* _Directions for this task_: Write out again each line of the material below, unchanged, from the first one to the line that holds "height:8px; margin:-4px; padding:0".
+++ Data supplied +++
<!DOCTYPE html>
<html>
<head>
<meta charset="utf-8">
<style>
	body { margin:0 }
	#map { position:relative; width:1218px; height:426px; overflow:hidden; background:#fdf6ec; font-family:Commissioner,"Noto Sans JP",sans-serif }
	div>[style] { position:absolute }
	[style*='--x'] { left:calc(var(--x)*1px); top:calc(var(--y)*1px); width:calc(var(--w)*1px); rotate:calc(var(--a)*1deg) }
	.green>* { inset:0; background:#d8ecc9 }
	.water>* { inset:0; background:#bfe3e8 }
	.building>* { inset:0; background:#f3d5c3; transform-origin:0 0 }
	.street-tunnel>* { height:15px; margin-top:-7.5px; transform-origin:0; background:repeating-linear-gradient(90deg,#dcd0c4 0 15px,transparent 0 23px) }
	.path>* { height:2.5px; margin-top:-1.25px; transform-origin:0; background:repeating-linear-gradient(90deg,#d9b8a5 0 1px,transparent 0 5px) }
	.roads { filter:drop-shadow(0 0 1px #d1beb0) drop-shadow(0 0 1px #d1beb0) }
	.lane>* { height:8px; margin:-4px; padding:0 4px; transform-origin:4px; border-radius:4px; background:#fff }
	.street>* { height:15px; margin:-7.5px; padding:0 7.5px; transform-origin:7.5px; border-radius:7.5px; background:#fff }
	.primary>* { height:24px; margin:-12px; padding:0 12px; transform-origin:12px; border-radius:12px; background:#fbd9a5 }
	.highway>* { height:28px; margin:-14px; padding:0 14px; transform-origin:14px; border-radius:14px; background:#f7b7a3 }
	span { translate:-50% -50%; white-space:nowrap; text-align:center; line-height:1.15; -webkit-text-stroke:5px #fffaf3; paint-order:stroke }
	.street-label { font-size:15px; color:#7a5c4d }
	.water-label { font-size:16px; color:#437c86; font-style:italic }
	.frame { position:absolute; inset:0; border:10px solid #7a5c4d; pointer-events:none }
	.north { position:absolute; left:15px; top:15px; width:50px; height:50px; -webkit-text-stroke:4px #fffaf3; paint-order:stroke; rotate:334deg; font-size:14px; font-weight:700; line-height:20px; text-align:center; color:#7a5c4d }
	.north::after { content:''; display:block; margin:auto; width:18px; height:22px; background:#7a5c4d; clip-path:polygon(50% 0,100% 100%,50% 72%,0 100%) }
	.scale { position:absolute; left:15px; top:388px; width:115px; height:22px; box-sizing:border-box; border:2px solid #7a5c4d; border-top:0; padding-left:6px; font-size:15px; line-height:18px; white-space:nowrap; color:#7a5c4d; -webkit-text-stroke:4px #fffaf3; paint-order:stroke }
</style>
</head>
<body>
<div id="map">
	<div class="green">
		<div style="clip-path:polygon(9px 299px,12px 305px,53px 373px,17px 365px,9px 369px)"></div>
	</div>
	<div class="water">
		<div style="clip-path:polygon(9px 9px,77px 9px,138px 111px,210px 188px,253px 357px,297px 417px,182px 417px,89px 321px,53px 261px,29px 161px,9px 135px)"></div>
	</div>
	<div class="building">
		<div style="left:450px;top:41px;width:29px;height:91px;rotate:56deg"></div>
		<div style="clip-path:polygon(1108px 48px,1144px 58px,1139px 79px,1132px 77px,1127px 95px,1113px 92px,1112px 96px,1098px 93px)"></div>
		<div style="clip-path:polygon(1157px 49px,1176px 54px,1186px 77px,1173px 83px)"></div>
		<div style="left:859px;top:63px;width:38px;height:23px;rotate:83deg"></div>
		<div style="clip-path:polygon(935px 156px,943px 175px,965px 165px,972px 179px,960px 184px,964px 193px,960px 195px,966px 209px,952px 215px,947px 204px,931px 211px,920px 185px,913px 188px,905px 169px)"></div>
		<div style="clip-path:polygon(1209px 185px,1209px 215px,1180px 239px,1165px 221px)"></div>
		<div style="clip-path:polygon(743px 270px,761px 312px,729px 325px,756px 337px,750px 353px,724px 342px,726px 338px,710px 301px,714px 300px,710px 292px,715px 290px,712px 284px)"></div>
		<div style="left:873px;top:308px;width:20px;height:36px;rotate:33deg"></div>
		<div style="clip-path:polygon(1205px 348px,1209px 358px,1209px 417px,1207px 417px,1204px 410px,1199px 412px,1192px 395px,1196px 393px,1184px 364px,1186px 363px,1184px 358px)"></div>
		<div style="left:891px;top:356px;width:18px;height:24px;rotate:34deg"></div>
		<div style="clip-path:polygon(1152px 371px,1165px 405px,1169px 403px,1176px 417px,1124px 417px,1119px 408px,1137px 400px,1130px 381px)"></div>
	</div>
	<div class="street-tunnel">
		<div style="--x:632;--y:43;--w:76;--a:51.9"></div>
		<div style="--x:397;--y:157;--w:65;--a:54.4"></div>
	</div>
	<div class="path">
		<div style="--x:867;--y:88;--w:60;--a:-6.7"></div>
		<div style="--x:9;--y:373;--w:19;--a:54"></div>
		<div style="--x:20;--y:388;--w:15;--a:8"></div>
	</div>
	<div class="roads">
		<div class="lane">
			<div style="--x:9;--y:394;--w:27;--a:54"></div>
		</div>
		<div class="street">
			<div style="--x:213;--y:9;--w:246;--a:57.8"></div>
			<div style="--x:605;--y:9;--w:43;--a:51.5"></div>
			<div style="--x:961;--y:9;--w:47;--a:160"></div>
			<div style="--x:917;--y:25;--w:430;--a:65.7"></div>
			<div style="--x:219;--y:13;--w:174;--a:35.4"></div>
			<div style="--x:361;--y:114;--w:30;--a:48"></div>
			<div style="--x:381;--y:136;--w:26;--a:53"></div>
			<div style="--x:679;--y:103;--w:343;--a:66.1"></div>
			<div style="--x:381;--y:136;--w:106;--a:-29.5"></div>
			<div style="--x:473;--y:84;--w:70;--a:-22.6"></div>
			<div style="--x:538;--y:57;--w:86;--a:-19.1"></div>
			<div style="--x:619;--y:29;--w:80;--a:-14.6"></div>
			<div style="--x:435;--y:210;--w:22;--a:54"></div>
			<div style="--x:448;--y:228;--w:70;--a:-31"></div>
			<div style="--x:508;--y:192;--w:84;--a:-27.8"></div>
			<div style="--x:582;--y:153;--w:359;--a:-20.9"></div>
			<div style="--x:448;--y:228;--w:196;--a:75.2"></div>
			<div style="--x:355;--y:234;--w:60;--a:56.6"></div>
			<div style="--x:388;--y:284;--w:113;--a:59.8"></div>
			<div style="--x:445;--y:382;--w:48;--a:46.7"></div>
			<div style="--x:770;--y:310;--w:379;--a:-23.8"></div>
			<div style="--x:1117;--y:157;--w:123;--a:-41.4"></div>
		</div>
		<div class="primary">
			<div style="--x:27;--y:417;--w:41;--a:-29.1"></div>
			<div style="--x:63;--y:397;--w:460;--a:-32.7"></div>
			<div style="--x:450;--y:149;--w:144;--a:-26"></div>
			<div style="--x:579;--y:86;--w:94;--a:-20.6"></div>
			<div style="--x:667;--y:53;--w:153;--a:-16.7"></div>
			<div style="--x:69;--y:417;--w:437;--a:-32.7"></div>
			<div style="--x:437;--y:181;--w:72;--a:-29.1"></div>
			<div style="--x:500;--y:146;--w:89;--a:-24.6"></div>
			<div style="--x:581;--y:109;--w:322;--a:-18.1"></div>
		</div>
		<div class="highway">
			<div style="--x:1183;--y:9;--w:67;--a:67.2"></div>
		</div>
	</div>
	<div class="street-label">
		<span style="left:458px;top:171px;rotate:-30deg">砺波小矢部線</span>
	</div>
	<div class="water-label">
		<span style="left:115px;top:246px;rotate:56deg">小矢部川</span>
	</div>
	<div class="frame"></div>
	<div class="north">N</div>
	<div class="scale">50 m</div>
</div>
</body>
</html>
+++
* _Worked solution_:
<!DOCTYPE html>
<html>
<head>
<meta charset="utf-8">
<style>
	body { margin:0 }
	#map { position:relative; width:1218px; height:426px; overflow:hidden; background:#fdf6ec; font-family:Commissioner,"Noto Sans JP",sans-serif }
	div>[style] { position:absolute }
	[style*='--x'] { left:calc(var(--x)*1px); top:calc(var(--y)*1px); width:calc(var(--w)*1px); rotate:calc(var(--a)*1deg) }
	.green>* { inset:0; background:#d8ecc9 }
	.water>* { inset:0; background:#bfe3e8 }
	.building>* { inset:0; background:#f3d5c3; transform-origin:0 0 }
	.street-tunnel>* { height:15px; margin-top:-7.5px; transform-origin:0; background:repeating-linear-gradient(90deg,#dcd0c4 0 15px,transparent 0 23px) }
	.path>* { height:2.5px; margin-top:-1.25px; transform-origin:0; background:repeating-linear-gradient(90deg,#d9b8a5 0 1px,transparent 0 5px) }
	.roads { filter:drop-shadow(0 0 1px #d1beb0) drop-shadow(0 0 1px #d1beb0) }
	.lane>* { height:8px; margin:-4px; padding:0 4px; transform-origin:4px; border-radius:4px; background:#fff }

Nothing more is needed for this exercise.